In sintesi con questa campagna abbiamo completato la mappatura tradizionale e tridimensionale del sito con il rilevamento di tutte le numerosissime emergenze murarie visibili. Abbiamo anche effettuato la ricognizione completa del sito con la raccolta degli elementi diagnostici utili all’identificazione cronologica dell’insediamento.

Tra le strutture più significative sono state identificate quelle che si trovano all’estremità orientale del sito, sulla costa del mare, pertinenti probabilmente ad un faro o struttura di servizio al porto. Un grande edificio rettangolare (probabilmente a carattere militare) è stato anche identificato nella parte sud, mentre una concavità nella zona più settentrionale ha posto l’interrogativo della presenza di un eventuale teatro. Nella parte più settentrionale, già sulla scogliera, oltre alle numerose tracce di cavatura, si sono identificati i resti di una struttura rupestre in grotta adibita probabilmente a chiesa ed un’altra adibita a sinagoga data la presenza del candelabro a sette bracci inciso.

La ricognizione nelle alture di fronte al sito ha messo in evidenza numerose tombe monumentali a camera scavata nella roccia, talvolta con camere supplementari lungo il dromos e nicchie. Nelle stesse colline si notano numerosi punti di cavatura della pietra e, nelle parti più sommitali, i resti di possenti strutture di controllo dell’area. Le strutture si dispiegano sia sulle alture ad est che ad Ovest della baia di Phykous.

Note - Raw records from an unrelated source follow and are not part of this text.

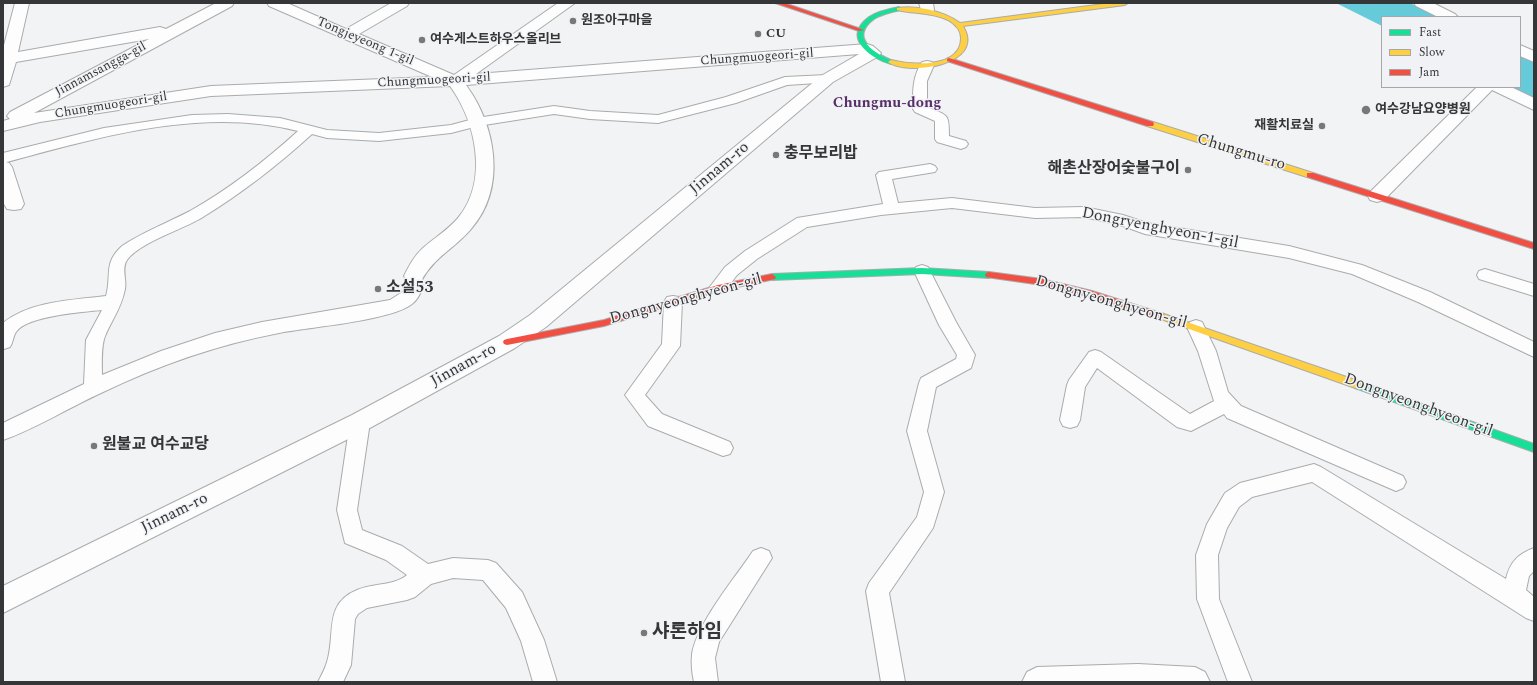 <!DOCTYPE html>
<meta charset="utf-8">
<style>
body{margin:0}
#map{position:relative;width:1537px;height:685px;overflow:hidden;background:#f2f3f5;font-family:Spectral,serif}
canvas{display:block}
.frame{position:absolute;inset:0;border:4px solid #353637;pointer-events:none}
.legend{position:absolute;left:1381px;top:16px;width:140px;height:72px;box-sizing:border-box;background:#f1f2f6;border:1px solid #a6a7aa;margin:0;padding:5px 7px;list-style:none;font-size:12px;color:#353637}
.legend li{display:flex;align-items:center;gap:8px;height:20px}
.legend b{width:20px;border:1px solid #a6a7aa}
</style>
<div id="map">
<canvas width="1537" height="685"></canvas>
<div class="frame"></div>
<ul class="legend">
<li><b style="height:5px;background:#16e098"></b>Fast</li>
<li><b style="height:5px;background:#ffcf43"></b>Slow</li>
<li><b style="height:5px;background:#f24e42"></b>Jam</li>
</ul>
</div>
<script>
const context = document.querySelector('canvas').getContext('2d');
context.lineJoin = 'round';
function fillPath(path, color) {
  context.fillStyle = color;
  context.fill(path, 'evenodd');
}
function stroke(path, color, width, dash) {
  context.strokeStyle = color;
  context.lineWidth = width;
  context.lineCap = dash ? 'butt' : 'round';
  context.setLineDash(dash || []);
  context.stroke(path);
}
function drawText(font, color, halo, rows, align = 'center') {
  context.font = font + ' Spectral,"Noto Sans KR",serif';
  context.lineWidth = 3;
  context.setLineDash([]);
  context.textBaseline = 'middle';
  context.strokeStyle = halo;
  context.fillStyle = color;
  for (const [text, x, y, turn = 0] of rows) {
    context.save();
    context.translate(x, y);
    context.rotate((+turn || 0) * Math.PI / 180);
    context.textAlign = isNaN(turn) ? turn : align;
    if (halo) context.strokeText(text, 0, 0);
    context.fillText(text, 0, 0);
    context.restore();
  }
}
const water = new Path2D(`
 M 1336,3 L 1410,3 L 1439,17 L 1382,17 L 1382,26 Z
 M 1520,56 L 1534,62 L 1534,100 L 1507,87 L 1520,87 Z`);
const lane = new Path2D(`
 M 927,61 L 932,62 L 934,65 L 927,81 L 927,107 C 948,116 949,113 949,136 L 966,141 L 968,144 L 966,147 L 961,149 L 937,142 L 935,139 L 935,121 L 915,112 L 913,109 C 913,92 912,77 922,62 Z
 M 827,75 L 832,76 L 834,79 L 832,82 L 787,85 L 736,103 L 658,123 L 590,119 L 554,114 L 478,126 L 451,133 L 379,141 L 327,138 L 312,134 C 278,165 242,193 203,217 C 184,229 140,242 127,260 C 121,268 127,280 125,289 C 121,310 110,322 104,339 C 101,351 102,364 102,375 L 161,351 L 215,333 L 262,322 L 390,300 L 404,291 L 406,276 L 408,272 L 414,270 L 420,272 C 426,282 421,297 412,304 C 390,321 309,327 279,333 C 216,345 159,365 101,393 C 70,407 35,429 3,440 L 3,423 L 84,384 L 86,340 L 102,310 C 83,312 26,316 16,332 C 13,336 13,343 10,347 L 4,349 L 3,323 C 30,301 73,300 106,296 C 112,275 103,263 122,246 C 143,232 167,223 190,211 C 229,189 265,161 298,131 C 202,106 96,138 3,163 L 3,153 L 104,128 L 192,115 L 228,114 L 280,118 L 327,130 L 379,133 L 451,125 L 477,118 L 554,106 L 590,111 L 658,115 L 726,97 L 785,77 Z
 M 930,164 L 935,166 L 937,169 L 935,172 L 892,179 L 898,203 L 952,198 L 1035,208 L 1084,207 L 1123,215 L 1147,223 L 1289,246 L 1362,265 L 1430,292 L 1534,342 L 1534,357 L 1418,302 L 1352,274 L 1289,258 L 1145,234 L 1120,225 L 1084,217 L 1035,218 L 952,208 L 881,215 L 807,227 L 757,259 L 737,275 L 724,292 L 718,294 L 712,292 L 709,288 L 725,267 L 745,251 L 797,218 L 883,204 L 876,175 L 879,172 Z
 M 922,265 L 928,267 L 956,322 L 975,355 L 971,368 L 936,387 L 927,431 L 944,492 L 933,528 L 889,593 L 905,682 L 881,682 L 866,591 L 869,583 L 917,517 L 924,492 L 907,431 L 919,383 L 921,378 L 956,359 L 957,355 L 939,325 L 914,271 L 916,267 Z
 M 1485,269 L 1534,284 L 1534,296 L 1479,279 L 1477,275 L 1479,271 Z
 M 673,296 L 679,297 L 682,302 L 680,346 L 645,395 L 662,414 L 730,442 L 733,448 L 730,454 L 723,456 L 648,426 L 625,395 L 662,344 L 664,302 L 667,297 Z
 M 1196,320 L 1202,322 L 1216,351 L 1228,392 L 1241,406 L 1403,476 L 1406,482 L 1403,488 L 1396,491 L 1389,488 L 1227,418 L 1224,414 L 1191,431 L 1177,427 L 1097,368 L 1085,387 L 1080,420 L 1077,426 L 1070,428 L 1063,426 L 1060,420 L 1067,385 L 1069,380 L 1089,352 L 1095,350 L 1101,352 L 1190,414 L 1214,401 L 1198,351 L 1187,327 L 1190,322 Z
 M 360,414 L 367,416 L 370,422 L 357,510 L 362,530 L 402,546 L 428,564 L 453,558 L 488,560 L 496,563 L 522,592 L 544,640 L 557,682 L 533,682 L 521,641 L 506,608 L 483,580 L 453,578 L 431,584 L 415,597 L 407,600 L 367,608 L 358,614 L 355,619 L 351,665 L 343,682 L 318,682 C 321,676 325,669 327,662 C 336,634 323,604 357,590 C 373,583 394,586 407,575 L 386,560 L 345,543 L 337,510 L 350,422 L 353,416 Z
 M 1314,464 L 1321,467 L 1506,579 C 1510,562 1518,554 1534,548 L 1534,571 L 1529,576 L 1526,590 L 1534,597 L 1534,621 L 1526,618 L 1312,482 L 1252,497 L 1239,507 L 1227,528 L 1218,555 L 1219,599 L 1252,682 L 1228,682 L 1197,599 L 1196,555 L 1207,524 L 1225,493 L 1240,483 Z
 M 761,548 L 769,551 L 772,558 L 719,642 L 715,658 L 718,682 L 694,682 C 692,673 691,664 692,654 C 697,623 735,578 753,551 Z`);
const street = new Path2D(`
 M 15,3 L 29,3 L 18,52 L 160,27 L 166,29 L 216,3 L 234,3 L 232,6 L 34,113 L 211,86 L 432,77 L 269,6 L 267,3 L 287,3 L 346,29 L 391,3 L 409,3 L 407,6 L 359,34 L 454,75 L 558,3 L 575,3 L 476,74 L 867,44 L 873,46 L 881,53 L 879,56 L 833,82 L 546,327 L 515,348 L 368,429 L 3,613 L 3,586 L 352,415 L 499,336 L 530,315 L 821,76 L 859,54 L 466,85 C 496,126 507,188 471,229 C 453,250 436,255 421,281 L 414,283 L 407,281 L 404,276 C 409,266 414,256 423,248 C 434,238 448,230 458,218 C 489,181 476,122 450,86 L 211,96 L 40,122 L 3,131 L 3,121 L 10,119 L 7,116 L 10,112 L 149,39 L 16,62 L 9,85 L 3,87 L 3,49 Z
 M 919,3 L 933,3 L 934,10 L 932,13 L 922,13 Z
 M 1414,3 L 1433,3 L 1455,14 L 1458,17 L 1438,17 L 1416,6 Z
 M 1520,45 L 1534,51 L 1534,62 L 1520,56 Z
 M 1477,87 L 1511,87 L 1534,98 L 1534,110 L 1492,90 L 1384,200 L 1377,202 L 1370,200 L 1368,196 L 1370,192 Z
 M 3,161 L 9,163 L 12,167 L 24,204 L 21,209 L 14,210 L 7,209 L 4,204 Z
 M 1138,664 L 1195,667 L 1205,672 L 1210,682 L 1022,682 L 1027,672 L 1037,667 Z`);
const fast = new Path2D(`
 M 899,7 L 902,9 L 901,10 C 892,12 882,14 874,19 C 848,38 876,54 893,61 L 894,62 L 891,64 C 869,58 842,37 869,17 C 878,11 889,9 899,7 Z
 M 922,268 L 989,272 L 993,275 L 989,278 L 922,274 L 772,280 L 768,277 L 772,274 Z
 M 1358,381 L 1534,444 L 1534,452 L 1355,388 L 1353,385 L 1355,382 Z`);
const slow = new Path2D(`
 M 1111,3 L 1128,3 L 1125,5 L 963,26 C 987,66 907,76 888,62 L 891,60 C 911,65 961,69 961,38 C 961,30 955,24 948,20 C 931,12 914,14 897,10 L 897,8 C 917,5 944,11 960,23 Z
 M 1147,122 L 1153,122 L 1313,173 L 1314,175 L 1310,177 L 1307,177 L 1147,126 Z
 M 1161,313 L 1361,382 L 1363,385 L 1361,388 L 1358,389 L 1158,318 L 1157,316 Z`);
const jam = new Path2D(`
 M 775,3 L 784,3 L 864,30 L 859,31 Z
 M 949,58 L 1153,122 L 1154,124 L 1153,126 L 1147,126 L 947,61 L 947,59 Z
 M 1307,173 L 1313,173 L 1534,243 L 1534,249 L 1307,177 Z
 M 989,272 L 1042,279 L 1092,291 L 1164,314 L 1165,316 L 1161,319 L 1091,297 L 1042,285 L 986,277 L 985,275 L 986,273 Z
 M 772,274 L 776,277 L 775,279 L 718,291 L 604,326 L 507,345 L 504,344 L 503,342 L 504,340 L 507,339 L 604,320 L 718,285 Z`);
const markers = [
 [573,21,4,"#77787a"],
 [758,34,4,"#77787a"],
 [422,40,4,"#77787a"],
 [1366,110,5,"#77787a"],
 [1322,126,4,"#77787a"],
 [776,155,4,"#77787a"],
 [1188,170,4,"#77787a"],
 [378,289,4,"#77787a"],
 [94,446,4,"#77787a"],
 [644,633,4,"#77787a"]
];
const farPoinames = [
 ["원조아구마을",581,21],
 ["CU",766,34],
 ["여수게스트하우스올리브",430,40],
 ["여수강남요양병원",1375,110],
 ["재활치료실",1314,126,"right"]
];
const farStreetnames = [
 ["Tongjeyeong 1-gil",365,42,23],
 ["Chungmuogeori-gil",757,58,-4],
 ["Jinnamsangga-gil",101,70,-28],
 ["Chungmuogeori-gil",434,81,-3],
 ["Chungmuogeori-gil",111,106,-9]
];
const farQuarternames = [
 ["Chungmu-dong",887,104]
];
const streetNames = [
 ["Chungmu-ro",1241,153,17],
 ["Jinnam-ro",720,169,-40],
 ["Dongryenghyeon-1-gil",1160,229,11],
 ["Dongnyeonghyeon-gil",686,300,-15],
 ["Dongnyeonghyeon-gil",1111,303,16],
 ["Jinnam-ro",464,366,-29],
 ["Dongnyeonghyeon-gil",1418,406,20],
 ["Jinnam-ro",175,514,-26]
];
const poiNames = [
 ["충무보리밥",784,155],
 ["해촌산장어숯불구이",1180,170,"right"],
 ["소설53",386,289],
 ["원불교 여수교당",102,446]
];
const nearPoinames = [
 ["샤론하임",652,633]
];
fillPath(water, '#65cada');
stroke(lane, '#aaabac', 2);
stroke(street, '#aaabac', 2);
stroke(fast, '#aaabac', 2);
stroke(slow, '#aaabac', 2);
stroke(jam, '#aaabac', 2);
fillPath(lane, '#fdfdfe');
fillPath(street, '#fdfdfe');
fillPath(fast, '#16e098');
fillPath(slow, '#ffcf43');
fillPath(jam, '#f24e42');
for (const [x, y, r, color] of markers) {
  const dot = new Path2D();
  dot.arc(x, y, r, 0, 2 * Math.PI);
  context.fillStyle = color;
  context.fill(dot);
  stroke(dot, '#f1f2f6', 1.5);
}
drawText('bold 13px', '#353637', '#f1f2f6', farPoinames, 'left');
drawText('13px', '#353637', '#f1f2f6', farStreetnames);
drawText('bold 15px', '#573067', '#f1f2f6', farQuarternames);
drawText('16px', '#353637', '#f1f2f6', streetNames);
drawText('bold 16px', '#353637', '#f1f2f6', poiNames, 'left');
drawText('bold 19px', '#353637', '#f1f2f6', nearPoinames, 'left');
</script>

Dall’analisi dei reperti ceramici e delle strutture murarie si può avanzare l’ipotesi preliminare che il porto di Phykous sia stato fondato intorno al IV sec.a.C. (a giudicare da alcuni frammenti di ceramica attica e campana a v.n. rinvenuti nell’area più orientale del sito). Ma la sua frequentazione più intensa si ebbe tra il III ed il IV sec.d.C. Tra i materiali di rilievo per la datazione una moneta in bronzo verisimilmente costantiniana.

Le limitate (a causa delle avverse condizioni metereologiche) ricognizioni in mare nelle acque antistanti il sito hanno messo in evidenza i resti di un probabile lungo e consistente molo costituito da paramenti in blocchi squadrati e riempimento interno incoerente. Tale molo si diparte dalla parte più protesa verso il mare laddove si trovano i resti del probabile faro e si dirige verso Est per proteggere la baia che si trova ad oriente del sito.

Nel corso delle ricognizioni costiere si è esplorata anche l’area dove si sono localizzati i resti di un altro sito portuale, in località El Ougla, più ad Ovest, verso Bengasi. Le possenti mareggiate hanno inibito la possibilità di lavoro sia in acqua che a terra, ma hanno messo in luce interessanti strutture precedentemente ignote poiché sotto la sabbia. In particolare si è messo in luce un angolo di una spessa e possente struttura muraria con basamento obliquo funzionale al contatto con la forza delle onde del mare (probabilmente una torre). Nei pressi si è messo in evidenza un complesso di due vasche circolari rivestite in cocciopesto adibite verisimilmente alla lavorazione del pescato per la produzione di garum o affini. Dall’analisi dei materiali rinvenuti in superficie ed analizzati si evince una frequentazione del sito tra il III ed il IV sec.d.C.

La missione è stata composta da Sebastiano Tusa (archeologo, capo missione), Marcello Rocca (subacqueo, direttore tecnico), Gaetano Lino (ingegnere, topografo), Claudio Mocchegiani Carpano (archeologo), Leopoldo Repola (topografo responsabile della scansione laser), Marianna Tedesco (archeologa addetta alla scansione laser), Giorgio Trojsi (archeometra), Stefano Tilia (topografo).